• **ACTION ITEM**
Two lines in the data below mark the range: the one with "g.lineJoin = 'round';" and the one with "M7,118l312,115 20,3 20,-2". Return both, along with every line between them, exactly.
DATA FOR THE TASK Block Start
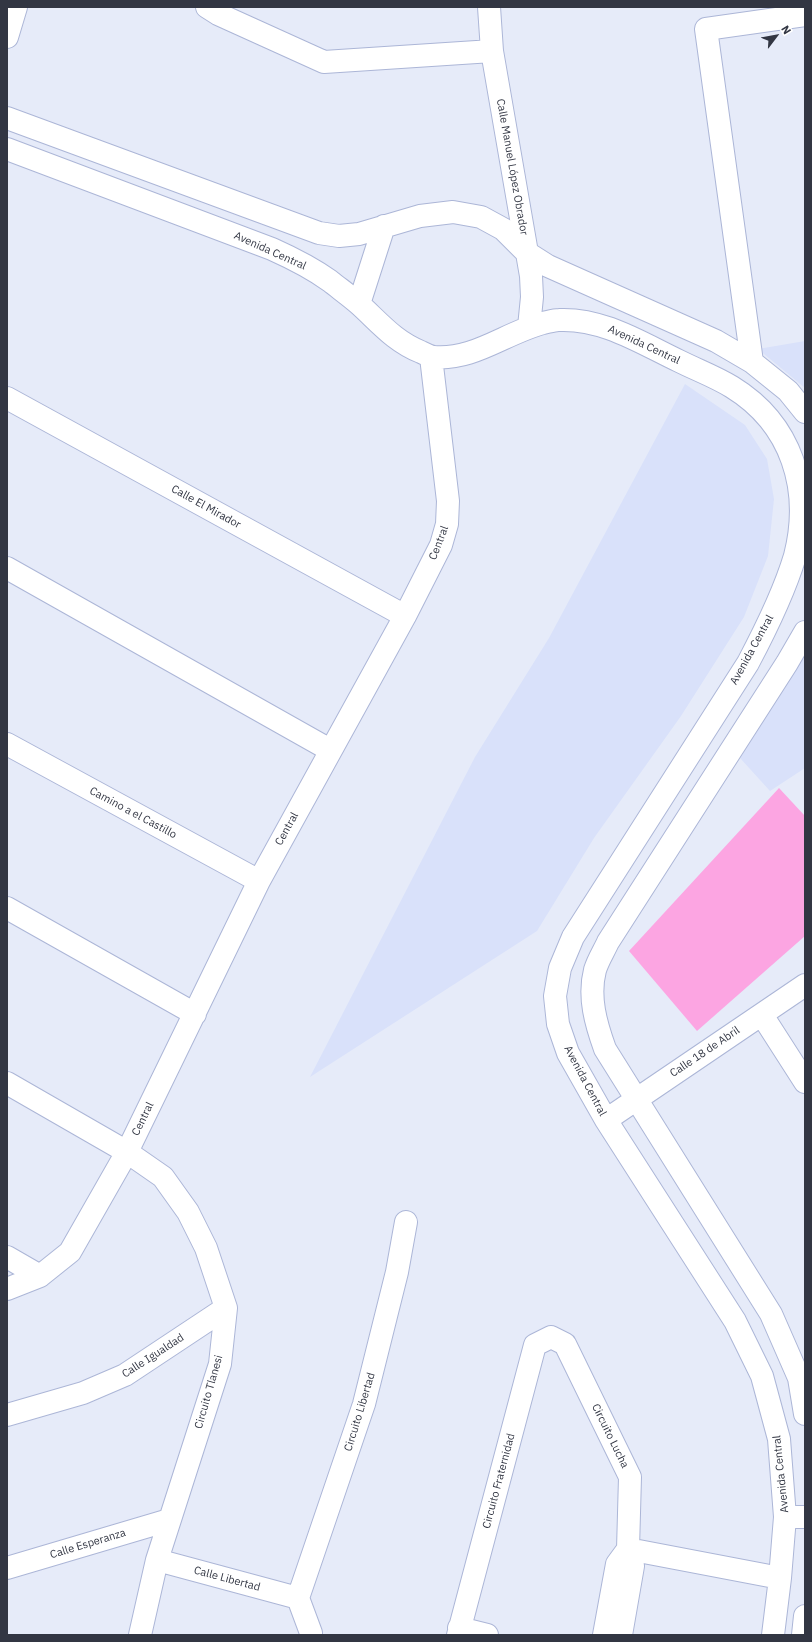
<!DOCTYPE html>
<html>
<head>
<meta charset="utf-8">
<style>
	body { margin:0 }
	#map { position:relative; width:812px; height:1642px; overflow:hidden; background:#e6ebf9; font-family:"IBM Plex Sans",sans-serif }
	canvas { display:block }
	.frame { position:absolute; inset:0; border:8px solid #323643; pointer-events:none }
	.north { position:absolute; left:756px; top:16px; width:40px; height:40px; -webkit-text-stroke:3px #fff; paint-order:stroke; rotate:58deg; font-size:11px; font-weight:700; line-height:16px; text-align:center; color:#323643 }
	.north::after { content:''; display:block; margin:auto; width:14px; height:18px; background:#323643; clip-path:polygon(50% 0,100% 100%,50% 72%,0 100%) }
</style>
</head>
<body>
<div id="map">
<canvas width="812" height="1642"></canvas>
<div class="frame"></div>
<div class="north">N</div>
</div>
<script>
const g = document.querySelector('canvas').getContext('2d');
g.lineJoin = 'round';
function fill(path, color) { g.fillStyle = color; g.fill(path, 'evenodd'); }
function strokePath(path, color, width, dash) { g.strokeStyle = color; g.lineWidth = width; g.lineCap = dash ? 'butt' : 'round'; g.setLineDash(dash || []); g.stroke(path); }
function drawText(font, color, halo, rows, align = 'center') {
  g.font = font + ' "IBM Plex Sans",sans-serif'; g.lineWidth = 3; g.setLineDash([]); g.textBaseline = 'middle'; g.strokeStyle = halo; g.fillStyle = color; for (const [text, x, y, turn = 0] of rows) {
    g.save(); g.translate(x, y); g.rotate((+turn || 0) * Math.PI / 180); g.textAlign = isNaN(turn) ? turn : align; if (halo) g.strokeText(text, 0, 0); g.fillText(text, 0, 0); g.restore();
  }
}
fill(new Path2D(`
	M805,341v47l-47,-39z
	M685,384l60,41 22,34 7,40 -6,57 -24,61 -63,99 -87,122 -57,93 -227,146 165,-320 74,-119z
	M805,654v114l-35,23 -30,-33z`), '#d9e1fa');
fill(new Path2D(`
	M779,788l26,28v120l-108,95 -68,-80z`), '#fca5e2');
const minor = new Path2D(`
	M207,7l11,7 106,48 168,-11
	M489,7l3,44 39,225 1,21 -3,30
	M7,37l9,-30
	M7,118l312,115 20,3 20,-2 61,-18 33,-4 28,5 22,12 23,23 22,14 168,75 36,21 36,29 17,21
	M7,149l265,100c20,9 40,19 58,32 10,8 20,15 29,23 21,19 35,37 62,48 4,2 8,4 12,5 40,4 72,-24 110,-34 5,-1 11,-3 16,-3 44,-2 82,23 120,41 18,9 37,16 53,26 60,37 80,102 63,169 -11,37 -29,73 -47,107l-175,274 -13,31 -5,28 3,28 10,29 38,67 129,201 27,55 17,63 6,78 -5,61 -7,57
	M359,304l25,-78
	M752,362l-46,-333 99,-14
	M7,398l398,218
	M7,568l323,182
	M805,632l-18,31 -179,279c-4,9 -10,18 -13,28 -7,27 1,54 10,79l166,265 28,64 6,36
	M7,744l252,137
	M7,908l188,106
	M762,1015l43,67
	M7,1083l120,69 36,25 25,35 18,36 20,60 -6,56 -63,196 -17,75
	M606,1120l199,-135
	M7,1257l33,19
	M7,1289l33,-13 30,-24 57,-100 132,-271 146,-265 36,-71 6,-21 1,-23 -17,-144
	M7,1415l76,-22 42,-18 101,-67
	M785,1517h20
	M628,1549l152,29
	M157,1560l141,38
	M7,1568l162,-48
	M298,1598l66,-194 33,-132 9,-50
	M298,1598l13,35
	M459,1628l28,7
	M458,1635l77,-290 16,-8 14,7 65,133 -2,72 5,17 -12,69
	M604,1635l13,-71 11,-15
	M803,1635l2,-19`);
strokePath(minor, '#acb6d7', 24);
strokePath(minor, '#fff', 22);
drawText('11px', '#323643', '#fff', [
	["Calle Manuel López Obrador",512,167,80],
	["Avenida Central",270,251,24],
	["Avenida Central",644,345,25],
	["Calle El Mirador",206,507,29],
	["Central",439,543,-69],
	["Avenida Central",752,650,-61],
	["Camino a el Castillo",133,813,28],
	["Central",287,829,-61],
	["Calle 18 de Abril",705,1052,-34],
	["Avenida Central",585,1081,62],
	["Central",143,1119,-64],
	["Calle Igualdad",153,1356,-33],
	["Circuito Tlanesi",209,1392,-74],
	["Circuito Libertad",360,1412,-73],
	["Circuito Lucha",610,1436,64],
	["Avenida Central",781,1474,-96],
	["Circuito Fraternidad",499,1481,-75],
	["Calle Esperanza",88,1544,-17],
	["Calle Libertad",227,1579,15]
]);
</script>
</body>
</html>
DATA FOR THE TASK Block End
• **ANSWER SECTION**
g.lineJoin = 'round';
function fill(path, color) { g.fillStyle = color; g.fill(path, 'evenodd'); }
function strokePath(path, color, width, dash) { g.strokeStyle = color; g.lineWidth = width; g.lineCap = dash ? 'butt' : 'round'; g.setLineDash(dash || []); g.stroke(path); }
function drawText(font, color, halo, rows, align = 'center') {
  g.font = font + ' "IBM Plex Sans",sans-serif'; g.lineWidth = 3; g.setLineDash([]); g.textBaseline = 'middle'; g.strokeStyle = halo; g.fillStyle = color; for (const [text, x, y, turn = 0] of rows) {
    g.save(); g.translate(x, y); g.rotate((+turn || 0) * Math.PI / 180); g.textAlign = isNaN(turn) ? turn : align; if (halo) g.strokeText(text, 0, 0); g.fillText(text, 0, 0); g.restore();
  }
}
fill(new Path2D(`
	M805,341v47l-47,-39z
	M685,384l60,41 22,34 7,40 -6,57 -24,61 -63,99 -87,122 -57,93 -227,146 165,-320 74,-119z
	M805,654v114l-35,23 -30,-33z`), '#d9e1fa');
fill(new Path2D(`
	M779,788l26,28v120l-108,95 -68,-80z`), '#fca5e2');
const minor = new Path2D(`
	M207,7l11,7 106,48 168,-11
	M489,7l3,44 39,225 1,21 -3,30
	M7,37l9,-30
	M7,118l312,115 20,3 20,-2 61,-18 33,-4 28,5 22,12 23,23 22,14 168,75 36,21 36,29 17,21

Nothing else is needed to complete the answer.